Je sentis les iris du docteur Malcolm vriller les miens et vis ses lèvres se pincer. Depuis que je n'étais plus pour elle une banque de sang sain potentielle pour son malade de mari, nos relations s'étaient quelque peu modifiées, mais nous n'étions pas les meilleures amies du monde. La rivalité et la soif de pouvoir caractérisait souvent les GEN puissants, et Irina ne dérogeait pas à la règle, comme Rick et bien d'autres. Hors, voir Ulrich Marx me demander conseil avant même de s'adresser à elle ne lui plaisait sans doute pas, elle qui faisait tout pour maintenir sa place de bras droit et être aussi proche de lui que possible. Et dire que, pour moi, la confiance de Marx n'était qu'un moyen pour qu'il me laisse la bride sur le cou...

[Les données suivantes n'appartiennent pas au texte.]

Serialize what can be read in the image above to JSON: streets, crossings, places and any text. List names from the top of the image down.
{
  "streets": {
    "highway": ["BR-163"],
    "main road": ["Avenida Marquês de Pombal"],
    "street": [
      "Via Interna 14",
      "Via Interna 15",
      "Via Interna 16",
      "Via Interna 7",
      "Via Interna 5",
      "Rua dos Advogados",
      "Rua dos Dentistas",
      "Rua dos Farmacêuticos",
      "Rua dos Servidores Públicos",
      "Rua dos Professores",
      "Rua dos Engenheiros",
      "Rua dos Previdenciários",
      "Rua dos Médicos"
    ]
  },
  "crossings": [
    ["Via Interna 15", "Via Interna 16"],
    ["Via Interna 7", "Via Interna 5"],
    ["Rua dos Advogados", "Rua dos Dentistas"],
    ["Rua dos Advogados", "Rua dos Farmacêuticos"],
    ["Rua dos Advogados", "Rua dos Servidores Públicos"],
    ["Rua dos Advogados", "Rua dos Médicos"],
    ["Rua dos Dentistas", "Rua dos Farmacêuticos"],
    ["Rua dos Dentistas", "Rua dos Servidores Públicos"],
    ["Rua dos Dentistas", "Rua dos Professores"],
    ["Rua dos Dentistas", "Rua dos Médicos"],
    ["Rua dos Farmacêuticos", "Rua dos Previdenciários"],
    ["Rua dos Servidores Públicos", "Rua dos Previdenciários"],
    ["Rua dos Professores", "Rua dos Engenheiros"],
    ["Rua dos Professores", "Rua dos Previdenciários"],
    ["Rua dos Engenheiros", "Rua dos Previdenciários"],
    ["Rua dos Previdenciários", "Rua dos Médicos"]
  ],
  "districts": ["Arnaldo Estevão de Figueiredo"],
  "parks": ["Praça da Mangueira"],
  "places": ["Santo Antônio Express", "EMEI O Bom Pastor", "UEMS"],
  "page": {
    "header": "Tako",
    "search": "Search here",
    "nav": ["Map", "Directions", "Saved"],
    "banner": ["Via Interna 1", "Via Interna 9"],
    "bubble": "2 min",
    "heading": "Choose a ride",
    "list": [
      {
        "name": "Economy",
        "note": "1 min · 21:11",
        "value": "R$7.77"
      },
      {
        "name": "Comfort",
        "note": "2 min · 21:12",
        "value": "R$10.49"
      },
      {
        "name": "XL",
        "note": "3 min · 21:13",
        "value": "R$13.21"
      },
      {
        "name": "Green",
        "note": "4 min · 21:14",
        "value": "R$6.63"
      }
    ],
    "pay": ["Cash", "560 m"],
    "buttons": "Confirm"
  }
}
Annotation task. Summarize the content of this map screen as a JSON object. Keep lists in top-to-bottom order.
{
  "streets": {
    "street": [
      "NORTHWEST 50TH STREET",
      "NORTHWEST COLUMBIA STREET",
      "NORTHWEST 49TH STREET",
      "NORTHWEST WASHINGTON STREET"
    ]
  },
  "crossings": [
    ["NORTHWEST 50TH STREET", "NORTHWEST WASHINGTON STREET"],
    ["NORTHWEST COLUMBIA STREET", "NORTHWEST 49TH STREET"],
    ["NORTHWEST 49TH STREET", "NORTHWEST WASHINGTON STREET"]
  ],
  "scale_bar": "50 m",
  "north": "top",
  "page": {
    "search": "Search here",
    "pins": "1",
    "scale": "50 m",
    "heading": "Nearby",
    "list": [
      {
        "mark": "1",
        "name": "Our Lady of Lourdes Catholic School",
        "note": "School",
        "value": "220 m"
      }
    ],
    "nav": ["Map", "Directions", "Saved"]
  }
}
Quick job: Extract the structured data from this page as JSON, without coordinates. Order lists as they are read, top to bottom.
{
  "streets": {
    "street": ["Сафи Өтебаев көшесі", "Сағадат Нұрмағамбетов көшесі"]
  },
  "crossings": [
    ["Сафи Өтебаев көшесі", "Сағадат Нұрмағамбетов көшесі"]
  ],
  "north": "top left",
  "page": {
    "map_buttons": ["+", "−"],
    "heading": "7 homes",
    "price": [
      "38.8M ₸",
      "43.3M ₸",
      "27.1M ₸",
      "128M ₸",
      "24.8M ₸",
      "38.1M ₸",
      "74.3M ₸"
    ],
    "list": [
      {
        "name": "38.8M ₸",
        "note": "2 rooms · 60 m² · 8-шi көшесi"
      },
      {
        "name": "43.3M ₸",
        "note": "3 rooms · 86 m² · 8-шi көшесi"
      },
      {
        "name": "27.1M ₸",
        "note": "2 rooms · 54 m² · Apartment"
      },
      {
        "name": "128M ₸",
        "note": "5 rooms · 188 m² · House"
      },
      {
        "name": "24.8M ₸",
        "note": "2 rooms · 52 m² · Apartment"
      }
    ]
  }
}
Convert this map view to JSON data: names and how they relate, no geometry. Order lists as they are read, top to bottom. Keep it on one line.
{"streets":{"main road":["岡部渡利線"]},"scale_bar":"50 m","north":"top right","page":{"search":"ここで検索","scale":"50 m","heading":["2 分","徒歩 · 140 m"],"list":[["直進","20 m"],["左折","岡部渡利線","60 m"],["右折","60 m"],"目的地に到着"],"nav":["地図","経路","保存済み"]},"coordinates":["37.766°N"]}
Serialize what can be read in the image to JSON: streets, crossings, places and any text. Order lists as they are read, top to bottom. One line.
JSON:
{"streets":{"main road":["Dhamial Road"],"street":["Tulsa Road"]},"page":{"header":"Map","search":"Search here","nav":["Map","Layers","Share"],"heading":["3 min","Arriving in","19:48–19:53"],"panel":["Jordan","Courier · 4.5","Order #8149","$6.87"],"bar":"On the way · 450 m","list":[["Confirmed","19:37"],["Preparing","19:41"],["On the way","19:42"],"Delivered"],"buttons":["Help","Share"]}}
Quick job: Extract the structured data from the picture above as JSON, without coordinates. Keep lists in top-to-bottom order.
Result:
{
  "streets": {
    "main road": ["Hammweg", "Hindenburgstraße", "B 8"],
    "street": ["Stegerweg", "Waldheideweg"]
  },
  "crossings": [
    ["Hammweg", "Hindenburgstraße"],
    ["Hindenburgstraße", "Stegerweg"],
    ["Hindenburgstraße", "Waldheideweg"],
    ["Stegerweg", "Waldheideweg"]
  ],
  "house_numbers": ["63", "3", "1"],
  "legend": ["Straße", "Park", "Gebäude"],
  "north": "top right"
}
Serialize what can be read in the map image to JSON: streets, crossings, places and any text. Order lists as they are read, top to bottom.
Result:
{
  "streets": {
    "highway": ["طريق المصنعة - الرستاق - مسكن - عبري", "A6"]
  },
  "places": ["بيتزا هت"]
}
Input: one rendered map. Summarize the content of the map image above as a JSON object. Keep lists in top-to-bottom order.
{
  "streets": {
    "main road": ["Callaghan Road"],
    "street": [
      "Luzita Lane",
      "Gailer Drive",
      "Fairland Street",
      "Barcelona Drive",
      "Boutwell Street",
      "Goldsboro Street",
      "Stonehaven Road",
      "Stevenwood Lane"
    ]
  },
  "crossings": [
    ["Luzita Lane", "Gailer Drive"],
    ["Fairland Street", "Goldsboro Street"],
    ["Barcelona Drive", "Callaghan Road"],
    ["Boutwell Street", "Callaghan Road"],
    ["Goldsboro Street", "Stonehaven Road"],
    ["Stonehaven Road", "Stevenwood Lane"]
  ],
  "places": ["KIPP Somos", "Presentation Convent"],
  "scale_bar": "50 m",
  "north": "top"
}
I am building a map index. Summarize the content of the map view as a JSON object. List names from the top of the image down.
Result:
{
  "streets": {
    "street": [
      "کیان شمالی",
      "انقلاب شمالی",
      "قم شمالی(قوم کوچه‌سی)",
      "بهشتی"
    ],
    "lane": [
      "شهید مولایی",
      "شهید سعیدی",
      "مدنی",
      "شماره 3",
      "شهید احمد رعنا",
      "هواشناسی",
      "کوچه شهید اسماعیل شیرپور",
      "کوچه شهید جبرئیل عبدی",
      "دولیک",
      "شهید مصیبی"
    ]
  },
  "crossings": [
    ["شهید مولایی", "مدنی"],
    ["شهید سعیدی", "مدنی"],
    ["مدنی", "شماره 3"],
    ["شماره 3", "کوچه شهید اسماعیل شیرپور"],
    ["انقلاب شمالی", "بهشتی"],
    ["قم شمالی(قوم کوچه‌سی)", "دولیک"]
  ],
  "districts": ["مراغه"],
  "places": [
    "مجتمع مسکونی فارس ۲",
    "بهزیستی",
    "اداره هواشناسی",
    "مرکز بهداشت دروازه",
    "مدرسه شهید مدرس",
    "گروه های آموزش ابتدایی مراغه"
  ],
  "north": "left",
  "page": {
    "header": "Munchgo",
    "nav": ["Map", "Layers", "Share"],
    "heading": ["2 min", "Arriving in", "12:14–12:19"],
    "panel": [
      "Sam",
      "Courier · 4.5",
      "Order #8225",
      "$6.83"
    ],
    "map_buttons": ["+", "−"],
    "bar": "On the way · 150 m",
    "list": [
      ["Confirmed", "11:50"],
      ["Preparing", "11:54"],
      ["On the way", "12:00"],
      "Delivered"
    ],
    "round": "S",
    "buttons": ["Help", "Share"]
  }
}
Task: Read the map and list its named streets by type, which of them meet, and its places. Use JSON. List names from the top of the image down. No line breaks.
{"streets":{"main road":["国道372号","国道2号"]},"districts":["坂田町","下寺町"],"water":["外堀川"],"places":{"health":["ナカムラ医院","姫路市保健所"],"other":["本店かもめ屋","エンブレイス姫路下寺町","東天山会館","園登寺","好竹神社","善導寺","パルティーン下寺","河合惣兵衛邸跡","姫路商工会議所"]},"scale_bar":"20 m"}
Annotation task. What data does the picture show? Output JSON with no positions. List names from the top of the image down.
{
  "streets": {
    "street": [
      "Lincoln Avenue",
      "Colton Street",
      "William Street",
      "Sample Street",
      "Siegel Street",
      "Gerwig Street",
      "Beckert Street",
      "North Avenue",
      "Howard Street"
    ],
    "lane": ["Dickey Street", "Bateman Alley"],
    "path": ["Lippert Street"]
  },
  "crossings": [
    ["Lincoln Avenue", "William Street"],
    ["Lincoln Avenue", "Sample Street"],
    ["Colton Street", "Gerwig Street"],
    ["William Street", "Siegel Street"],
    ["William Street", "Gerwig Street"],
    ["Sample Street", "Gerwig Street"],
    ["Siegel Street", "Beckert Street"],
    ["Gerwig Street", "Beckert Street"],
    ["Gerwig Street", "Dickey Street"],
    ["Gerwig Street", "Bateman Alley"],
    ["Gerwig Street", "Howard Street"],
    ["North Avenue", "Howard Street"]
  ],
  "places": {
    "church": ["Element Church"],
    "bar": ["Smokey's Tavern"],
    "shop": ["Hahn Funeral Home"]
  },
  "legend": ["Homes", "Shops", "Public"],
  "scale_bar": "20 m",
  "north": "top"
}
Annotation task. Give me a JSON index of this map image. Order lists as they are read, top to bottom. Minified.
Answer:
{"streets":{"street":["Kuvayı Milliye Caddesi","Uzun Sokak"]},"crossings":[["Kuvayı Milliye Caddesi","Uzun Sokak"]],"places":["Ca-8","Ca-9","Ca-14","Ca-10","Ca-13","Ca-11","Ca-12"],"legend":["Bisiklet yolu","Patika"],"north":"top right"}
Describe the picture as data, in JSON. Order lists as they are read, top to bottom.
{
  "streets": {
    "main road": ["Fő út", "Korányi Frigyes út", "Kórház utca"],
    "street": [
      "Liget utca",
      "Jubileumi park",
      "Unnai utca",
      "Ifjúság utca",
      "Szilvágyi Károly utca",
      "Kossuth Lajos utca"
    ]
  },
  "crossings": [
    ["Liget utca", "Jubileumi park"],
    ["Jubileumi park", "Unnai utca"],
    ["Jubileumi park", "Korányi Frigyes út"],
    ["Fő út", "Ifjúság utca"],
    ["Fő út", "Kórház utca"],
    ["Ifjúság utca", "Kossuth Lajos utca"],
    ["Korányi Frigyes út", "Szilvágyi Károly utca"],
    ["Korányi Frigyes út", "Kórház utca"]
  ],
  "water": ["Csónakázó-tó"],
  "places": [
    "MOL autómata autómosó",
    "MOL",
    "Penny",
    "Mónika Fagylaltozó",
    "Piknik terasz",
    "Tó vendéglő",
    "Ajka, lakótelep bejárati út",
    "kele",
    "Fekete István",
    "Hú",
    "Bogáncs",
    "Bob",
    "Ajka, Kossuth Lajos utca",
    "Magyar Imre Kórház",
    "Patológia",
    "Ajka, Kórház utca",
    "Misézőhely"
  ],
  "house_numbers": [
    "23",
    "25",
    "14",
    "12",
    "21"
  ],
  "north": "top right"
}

- Vous avez un moyen de quitter cet endroit rapidement ? lançai-je à la doctoresse.
- J'ai ma voiture. Et N.I.A pourrait se charger des caméras.
- Dans ce cas, vous devriez partir, et prendre Nina avec vous.
Un gémissement sortit de la bouche de Paul Duquesne qui ne pipait mot même s'il suivait toute la conversation.
- Elle est dangereuse et incontrôlable, nota Irina.
- Une cellule dans la zone des Déformés devrait la retenir, répliquai-je. On ne peut pas se permettre d'avoir deux cadavres sur les bras. Celui-là est déjà suffisamment difficile à justifier.
- Vous n'allez pas la tuer ? bafouilla Duquesne, le teint de craie.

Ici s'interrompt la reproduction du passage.